Despite numerous critics absolute trashing of Aaron Sorkin’s new HBO show, The Newsroom, I watched the pilot episode (which you can now watch in its entirety on YouTube) last night and actually liked it quite a bit. I particularly enjoyed the BP oil spill storyline (in what now seems like a past life entirely, I spent a year of my life covering that fiasco as a national affairs reporter for Yahoo!) and the control room scenes (personally, I’m more interested in the behind-the-scenes stuff involving the producers than I am the Will McAvoy character.) In the end, I figure that if I was willing to give Girls — awful, terrible, downright laughable in its lazy/atrocious writing/character development Girls — an extended shot to win me over, I owe Aaron Sorkin the same respect, despite obviously being a Charlotte.
But then I read about how he condescendingly and seemingly without reason talked down to a female reporter doing a piece on the show as “internet girl” (it was a piece for a newspaper) and I suddenly want to tune the show out — in effect telling Sorkin to go f*ck himself — sooooo bad.
This is how it started went when Toronto Globe and Mail writer Sarah Nicole Prickett met with Sorkin to interview him about The Newsroom, which she actually liked quite a bit…
I had to watch the show twice just to believe (a) how good that script was and (b) how incredibly convinced of its goodness, in every sense of “good,” it was.
Hence, my first question starts, “I watched the pilot twice … ” But I don’t get to the question part because Sorkin looks as if he wants to say something. I invite him to do so, and he asks, “Because you liked it so much the first time, or because you didn’t understand it the first time?”
WHOA…way to start off an interview by essentially implying that your interviewer may be a dullard who lacks the intellectual capacity to grasp a television show. Turns out, Pricky McPrickerson was just getting warmed up…
“Listen here, Internet girl,” he says, getting up. “It wouldn’t kill you to watch a film or pick up a newspaper once in a while.” I’m not sure how he’s forgotten that I am writing for a newspaper; looking over the publicist’s shoulder, I see that every reporter is from a print publication…I remind him. I say also, factually, “I have a New York Times subscription and an HBO subscription. Any other advice?”

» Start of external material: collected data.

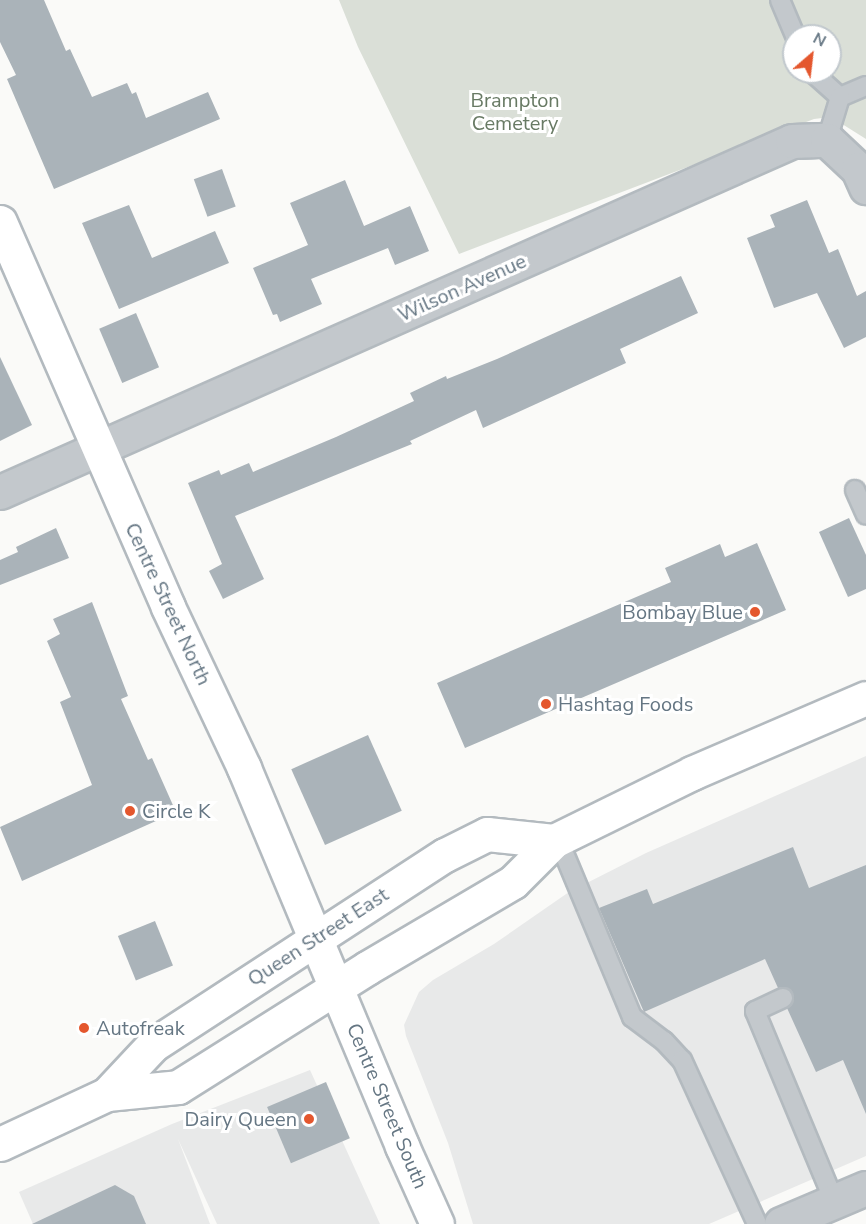 <!DOCTYPE html>
<html>
<head>
<meta charset="utf-8">
<style>
	body { margin:0 }
	#map { position:relative; width:866px; height:1224px; overflow:hidden; background:#fafaf8; font-family:"Nunito Sans",sans-serif }
	div>[style] { position:absolute }
	.built>* { inset:0; background:#e8e9e9 }
	.green>* { inset:0; background:#dadfd7 }
	.building>* { inset:0; background:#aab3b9; transform-origin:0 0 }
	.roads { filter:drop-shadow(2px 0 #b3babf) drop-shadow(-2px 0 #b3babf) drop-shadow(0 2px #b3babf) drop-shadow(0 -2px #b3babf) }
	.lane>* { height:18px; margin:-9px; padding:0 9px; transform-origin:9px; border-radius:9px; background:#c3c8cc }
	.street>* { height:33px; margin:-16.5px; padding:0 16.5px; transform-origin:16.5px; border-radius:16.5px; background:#c3c8cc }
	.secondary>* { height:33px; margin:-16.5px; padding:0 16.5px; transform-origin:16.5px; border-radius:16.5px; background:#fff }
	.dots>* { width:16px; height:16px; translate:-50% -50%; box-sizing:border-box; border:3px solid #fff; border-radius:50% }
	span { translate:-50% -50%; white-space:nowrap; text-align:center; line-height:1.15; -webkit-text-stroke:6px #fff; paint-order:stroke }
	.park-label { font-size:20px; color:#687a64 }
	.street-label { font-size:20px; color:#657683 }
	.poi-label { font-size:20px; color:#657683 }
	.right { translate:-100% -50%; text-align:right }
	.left { translate:0 -50%; text-align:left }
	.north { position:absolute; left:782px; top:24px; width:60px; height:60px; box-sizing:border-box; background:#fff; border:2px solid #c1c8cd; border-radius:50%; rotate:28deg; font-size:16px; font-weight:700; line-height:24px; text-align:center; color:#657683 }
	.north::after { content:''; display:block; margin:auto; width:21px; height:27px; background:#e4572e; clip-path:polygon(50% 0,100% 100%,50% 72%,0 100%) }
</style>
</head>
<body>
<div id="map">
	<div class="built">
		<div style="clip-path:polygon(866px 756px,866px 1156px,709px 1224px,473px 1224px,448px 1143px,406px 1036px,404px 1025px,419px 992px,433px 980px,494px 944px,569px 892px,646px 853px)"></div>
		<div style="clip-path:polygon(310px 1070px,380px 1224px,217px 1224px,178px 1139px,210px 1224px,33px 1224px,19px 1192px,172px 1124px)"></div>
	</div>
	<div class="green">
		<div style="clip-path:polygon(evenodd,339px 0,866px 0,866px 139px,831px 117px,814px 119px,459px 254px,358px 47px,339px 0,794px 36px,830px 36px,830px 72px,794px 72px,794px 36px)"></div>
	</div>
	<div class="building">
		<div style="clip-path:polygon(0 0,44px 0,66px 51px,70px 49px,92px 97px,127px 83px,132px 94px,136px 92px,146px 118px,208px 92px,220px 119px,54px 189px,7px 79px,16px 75px,0 42px)"></div>
		<div style="left:222px;top:169px;width:40px;height:30px;rotate:70deg"></div>
		<div style="clip-path:polygon(345px 180px,364px 226px,410px 206px,429px 251px,395px 265px,388px 248px,311px 279px,322px 304px,280px 322px,277px 314px,273px 315px,253px 268px,308px 245px,290px 203px)"></div>
		<div style="clip-path:polygon(807px 200px,829px 253px,838px 249px,857px 296px,866px 291px,866px 337px,844px 348px,817px 293px,774px 308px,747px 238px,775px 227px,770px 215px)"></div>
		<div style="clip-path:polygon(129px 205px,152px 258px,215px 231px,229px 263px,119px 309px,82px 223px)"></div>
		<div style="clip-path:polygon(681px 276px,698px 313px,620px 349px,626px 363px,483px 428px,476px 410px,410px 441px,412px 444px,235px 516px,264px 579px,223px 599px,209px 571px,222px 564px,188px 483px,219px 470px,221px 475px,249px 463px,253px 472px,336px 437px,414px 401px,410px 393px,446px 376px,447px 379px,497px 359px)"></div>
		<div style="left:136px;top:313px;width:59px;height:40px;rotate:67deg"></div>
		<div style="clip-path:polygon(0 357px,32px 425px,0 441px)"></div>
		<div style="clip-path:polygon(849px 518px,866px 555px,866px 589px,848px 597px,819px 532px)"></div>
		<div style="clip-path:polygon(56px 528px,69px 558px,0 585px,0 560px,18px 552px,16px 547px)"></div>
		<div style="clip-path:polygon(757px 543px,786px 610px,465px 748px,437px 683px,671px 582px,665px 568px,720px 544px,725px 557px)"></div>
		<div style="clip-path:polygon(92px 602px,128px 696px,121px 699px,148px 760px,152px 758px,176px 812px,22px 881px,0 827px,92px 785px,60px 702px,71px 697px,47px 641px,60px 634px,53px 619px)"></div>
		<div style="left:368px;top:735px;width:83px;height:84px;rotate:66deg"></div>
		<div style="clip-path:polygon(793px 847px,809px 888px,866px 865px,866px 1114px,843px 1060px,816px 1072px,787px 1008px,792px 1004px,793px 994px,789px 989px,778px 988px,765px 959px,644px 1012px,599px 908px,647px 889px,653px 904px)"></div>
		<div style="left:155px;top:921px;width:48px;height:40px;rotate:68deg"></div>
		<div style="left:326px;top:1082px;width:61px;height:64px;rotate:67deg"></div>
		<div style="clip-path:polygon(115px 1185px,134px 1196px,146px 1224px,32px 1224px)"></div>
	</div>
	<div class="roads">
		<div class="lane">
			<div style="left:780px;top:0;width:39px;rotate:67deg"></div>
			<div style="left:812px;top:72px;width:38px;rotate:42deg"></div>
			<div style="left:840px;top:97px;width:28px;rotate:-23deg"></div>
			<div style="left:827px;top:140px;width:45px;rotate:-73.2deg"></div>
			<div style="left:855px;top:490px;width:27px;rotate:66deg"></div>
			<div style="left:558px;top:839px;width:193px;rotate:67.4deg"></div>
			<div style="left:632px;top:1017px;width:40px;rotate:37deg"></div>
			<div style="left:664px;top:1041px;width:26px;rotate:47deg"></div>
			<div style="left:682px;top:1060px;width:180px;rotate:65.4deg"></div>
			<div style="left:783px;top:998px;width:31px;rotate:155deg"></div>
			<div style="left:755px;top:1011px;width:206px;rotate:67.4deg"></div>
		</div>
		<div class="street">
			<div style="left:0;top:492px;width:866px;rotate:-23.9deg"></div>
			<div style="left:792px;top:141px;width:35px;rotate:-2deg"></div>
			<div style="left:827px;top:140px;width:42px;rotate:43.1deg"></div>
			<div style="left:858px;top:169px;width:20px;rotate:66deg"></div>
			<div style="left:781px;top:1224px;width:92px;rotate:-23deg"></div>
		</div>
		<div class="secondary">
			<div style="left:0;top:222px;width:420px;rotate:66.4deg"></div>
			<div style="left:168px;top:607px;width:178px;rotate:64.7deg"></div>
			<div style="left:244px;top:768px;width:410px;rotate:67.3deg"></div>
			<div style="left:402px;top:1146px;width:85px;rotate:65.8deg"></div>
			<div style="left:107px;top:1094px;width:67px;rotate:-46.8deg"></div>
			<div style="left:153px;top:1045px;width:348px;rotate:-33.1deg"></div>
			<div style="left:445px;top:855px;width:47px;rotate:-26.6deg"></div>
			<div style="left:487px;top:834px;width:67px;rotate:6deg"></div>
			<div style="left:0;top:1144px;width:118px;rotate:-25deg"></div>
			<div style="left:107px;top:1094px;width:71px;rotate:-5.6deg"></div>
			<div style="left:178px;top:1087px;width:223px;rotate:-32.2deg"></div>
			<div style="left:367px;top:968px;width:169px;rotate:-30.5deg"></div>
			<div style="left:513px;top:882px;width:58px;rotate:-45deg"></div>
			<div style="left:554px;top:841px;width:154px;rotate:-26.2deg"></div>
			<div style="left:692px;top:773px;width:189px;rotate:-23.3deg"></div>
		</div>
	</div>
	<div class="dots">
		<div style="left:755px;top:612px;background:#e4572e"></div>
		<div style="left:546px;top:704px;background:#e4572e"></div>
		<div style="left:130px;top:811px;background:#e4572e"></div>
		<div style="left:84px;top:1028px;background:#e4572e"></div>
		<div style="left:309px;top:1119px;background:#e4572e"></div>
	</div>
	<div class="park-label">
		<span style="left:515px;top:112px">Brampton<br>Cemetery</span>
	</div>
	<div class="street-label">
		<span style="left:462px;top:288px;rotate:-24deg">Wilson Avenue</span>
		<span style="left:168px;top:604px;rotate:65deg">Centre Street North</span>
		<span style="left:318px;top:937px;rotate:-33deg">Queen Street East</span>
		<span style="left:387px;top:1106px;rotate:67deg">Centre Street South</span>
	</div>
	<div class="poi-label">
		<span class="right" style="left:743px;top:612px">Bombay Blue</span>
		<span class="left" style="left:558px;top:704px">Hashtag Foods</span>
		<span class="left" style="left:142px;top:811px">Circle K</span>
		<span class="left" style="left:96px;top:1028px">Autofreak</span>
		<span class="right" style="left:297px;top:1119px">Dairy Queen</span>
	</div>
	<div class="north">N</div>
</div>
</body>
</html>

He looks surprised, then high-fives me. Being not a person who high-fives or generally makes physical contact with interview subjects, I look more surprised.
“I’m sick of girls who don’t know how to high-five,” he says. He makes me try to do it “properly,” six times. He also makes me laugh; I’m nervous, and it’s so absurd. He loves it. He says, “Let me manhandle you.” Then he ambles off, hoping I’ll write something nice, as though he has never known how the news works, how many stories can be true.
So not only is Aaron an arrogant dinosaur with a head so far up his ass that he make Buzz Bissinger and David Simon look like internet visionaries, he’s apparently also a sexist and a misogynist. Who knew?
He helpfully drove that point home when he harkened back lovingly on a bygone era when women — not to mention people of color — weren’t offered the chance to play on the same field as white men.
“I think I would have done very well, as a writer, in the forties,” he says. “I think the last time America was a great country was then, or not long after. It was before Vietnam, before Watergate.”
Holy crap what an insufferable twat tornado! And one who lazily recycles his own dialogue — LIKE A GODFORSAKEN INTERNET BOY OR SOMETHING — at that…
(Whips out remote. Clicks on “series manager.” Begins to ponder canceling recordings of The Newsroom.)